How can I remove a VPN service when the remove button is disabled?

You can manually delete the service by removing it from the relevant preferences file.

Make sure System Preferences and any other software that may attempt to switch network locations is quit before beginning.

  1. Make a backup of the preferences file.

    cd /Library/Preferences/SystemConfiguration
    sudo cp preferences.plist preferences.plist.old
    
  2. Give yourself permission to the preference file.

    sudo chown $USER preferences.plist
    sudo chmod u+w preferences.plist
    
  3. Open the preference file. I will use Xcode to open the file.

    open preferences.plist
    
  4. Use ⌘F to open Find, and search for the name of your VPN service.

  5. The name of your VPN should be shown in a UserDefinedName key.

  6. Select the ID of the network service above the search result.

    In this case, I would select the one beginning CD2362

  7. Use ⌫ backspace to delete the entire dictionary. Make sure that the only data that is deleted is this dictionary and its contents, not any of the other dictionaries.

  8. Save the file and reboot.


Some VPN interfaces must be removed from the VPN Profiles system preference, instead of the Network Interface system preference:

System Preference > Profiles > Select VPN profile > Remove.

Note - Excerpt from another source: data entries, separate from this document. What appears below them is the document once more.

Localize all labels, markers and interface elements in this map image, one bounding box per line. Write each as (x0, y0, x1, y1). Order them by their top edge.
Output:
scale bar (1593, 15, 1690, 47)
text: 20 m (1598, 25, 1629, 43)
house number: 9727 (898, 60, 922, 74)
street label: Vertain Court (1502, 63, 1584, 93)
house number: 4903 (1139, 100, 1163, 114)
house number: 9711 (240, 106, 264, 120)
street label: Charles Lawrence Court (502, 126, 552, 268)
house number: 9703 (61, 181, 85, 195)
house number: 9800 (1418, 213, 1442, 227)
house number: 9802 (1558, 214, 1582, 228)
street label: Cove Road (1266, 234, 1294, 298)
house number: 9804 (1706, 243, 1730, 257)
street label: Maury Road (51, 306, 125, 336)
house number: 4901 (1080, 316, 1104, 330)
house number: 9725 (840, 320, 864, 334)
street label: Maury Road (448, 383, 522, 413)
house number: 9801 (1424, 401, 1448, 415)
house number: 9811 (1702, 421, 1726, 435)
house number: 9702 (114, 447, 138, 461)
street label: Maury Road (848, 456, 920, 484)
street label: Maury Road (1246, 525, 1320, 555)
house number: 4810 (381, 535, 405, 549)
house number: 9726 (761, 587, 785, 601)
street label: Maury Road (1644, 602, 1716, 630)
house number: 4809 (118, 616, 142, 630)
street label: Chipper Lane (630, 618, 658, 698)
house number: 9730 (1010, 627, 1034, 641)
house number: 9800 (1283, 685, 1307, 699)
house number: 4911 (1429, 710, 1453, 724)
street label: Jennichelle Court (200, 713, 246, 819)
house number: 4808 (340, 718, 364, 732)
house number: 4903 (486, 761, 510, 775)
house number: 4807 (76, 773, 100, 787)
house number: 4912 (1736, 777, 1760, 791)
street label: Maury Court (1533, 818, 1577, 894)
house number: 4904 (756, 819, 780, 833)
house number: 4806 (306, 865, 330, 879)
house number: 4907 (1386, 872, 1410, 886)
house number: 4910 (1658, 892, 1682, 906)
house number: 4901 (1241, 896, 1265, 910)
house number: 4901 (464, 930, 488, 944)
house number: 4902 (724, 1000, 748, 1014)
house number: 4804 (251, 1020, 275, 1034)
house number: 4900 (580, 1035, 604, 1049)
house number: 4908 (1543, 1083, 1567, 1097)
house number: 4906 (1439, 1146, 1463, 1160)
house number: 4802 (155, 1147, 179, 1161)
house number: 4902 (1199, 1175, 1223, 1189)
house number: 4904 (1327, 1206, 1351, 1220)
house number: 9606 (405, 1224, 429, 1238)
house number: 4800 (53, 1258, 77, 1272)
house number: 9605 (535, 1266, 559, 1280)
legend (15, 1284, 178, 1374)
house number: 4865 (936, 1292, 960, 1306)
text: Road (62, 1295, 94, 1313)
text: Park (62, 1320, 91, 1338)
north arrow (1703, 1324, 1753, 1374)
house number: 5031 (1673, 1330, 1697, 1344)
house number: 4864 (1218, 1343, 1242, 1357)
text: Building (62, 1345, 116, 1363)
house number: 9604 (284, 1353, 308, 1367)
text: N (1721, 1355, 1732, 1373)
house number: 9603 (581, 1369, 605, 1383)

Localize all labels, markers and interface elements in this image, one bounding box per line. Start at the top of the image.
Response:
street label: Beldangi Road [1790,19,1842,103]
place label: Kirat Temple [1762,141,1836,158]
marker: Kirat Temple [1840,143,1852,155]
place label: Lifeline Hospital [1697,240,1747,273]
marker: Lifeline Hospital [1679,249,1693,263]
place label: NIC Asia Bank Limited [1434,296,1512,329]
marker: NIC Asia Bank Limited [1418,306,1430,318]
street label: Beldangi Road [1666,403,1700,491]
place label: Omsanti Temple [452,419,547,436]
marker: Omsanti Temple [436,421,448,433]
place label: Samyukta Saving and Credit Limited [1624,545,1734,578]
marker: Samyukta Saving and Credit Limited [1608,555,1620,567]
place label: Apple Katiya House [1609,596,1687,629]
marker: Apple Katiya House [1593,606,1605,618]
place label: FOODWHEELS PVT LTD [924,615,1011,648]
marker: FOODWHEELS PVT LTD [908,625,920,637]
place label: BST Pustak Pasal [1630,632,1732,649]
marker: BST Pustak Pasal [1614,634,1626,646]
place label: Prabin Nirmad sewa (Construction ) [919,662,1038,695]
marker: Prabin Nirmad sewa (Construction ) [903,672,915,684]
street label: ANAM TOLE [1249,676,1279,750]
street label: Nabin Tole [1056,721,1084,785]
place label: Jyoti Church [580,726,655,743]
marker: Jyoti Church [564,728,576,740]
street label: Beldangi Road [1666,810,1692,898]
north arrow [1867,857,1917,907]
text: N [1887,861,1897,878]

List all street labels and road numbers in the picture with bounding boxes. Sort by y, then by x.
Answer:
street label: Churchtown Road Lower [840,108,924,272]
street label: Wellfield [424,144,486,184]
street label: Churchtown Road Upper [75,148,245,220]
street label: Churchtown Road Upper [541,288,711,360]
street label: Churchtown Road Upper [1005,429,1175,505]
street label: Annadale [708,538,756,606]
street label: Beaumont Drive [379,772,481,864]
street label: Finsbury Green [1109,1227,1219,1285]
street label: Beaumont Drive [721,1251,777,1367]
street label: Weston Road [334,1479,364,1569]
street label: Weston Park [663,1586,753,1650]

System Preferences with Profiles highlighted Profiles preferences pane


In macOS X Sierra after coming across https://discussions.apple.com/thread/3828655?tstart=0 I was able to delete a VPN item that had a greyed out "-" button, even thought I had deleted the "Profile" it was associated with. I did so by the following commands:

1: In terminal, networksetup -listallnetworkservices gives a list of the names of the services.

2: In terminal, networksetup -removenetworkservice "name of service in quotes" will remove the desired service - the quotes are needed to take care of spaces and other fancy characters - they could be escaped with backslashes (\) instead. This might be the bit that messed up the original author.

3: In terminal networksetup -listallnetworkservices gives a list of the names of the services, hopefully showing that the undesired one is now gone.


networksetup -removenetworkservice networkservice SHOULD be "networkservice" The networkservice was the name of the VPN.

For the last one, If you cannot remove the network configuration because you get an error saying it is the only network service on ipv4, click the plus button to add another network configuration, and add one that would be on ipv4 such as 6 to 4, you can then use the terminal command to delete the configuration you were attempting to delete before, and remove the 6 to 4 using the minus button.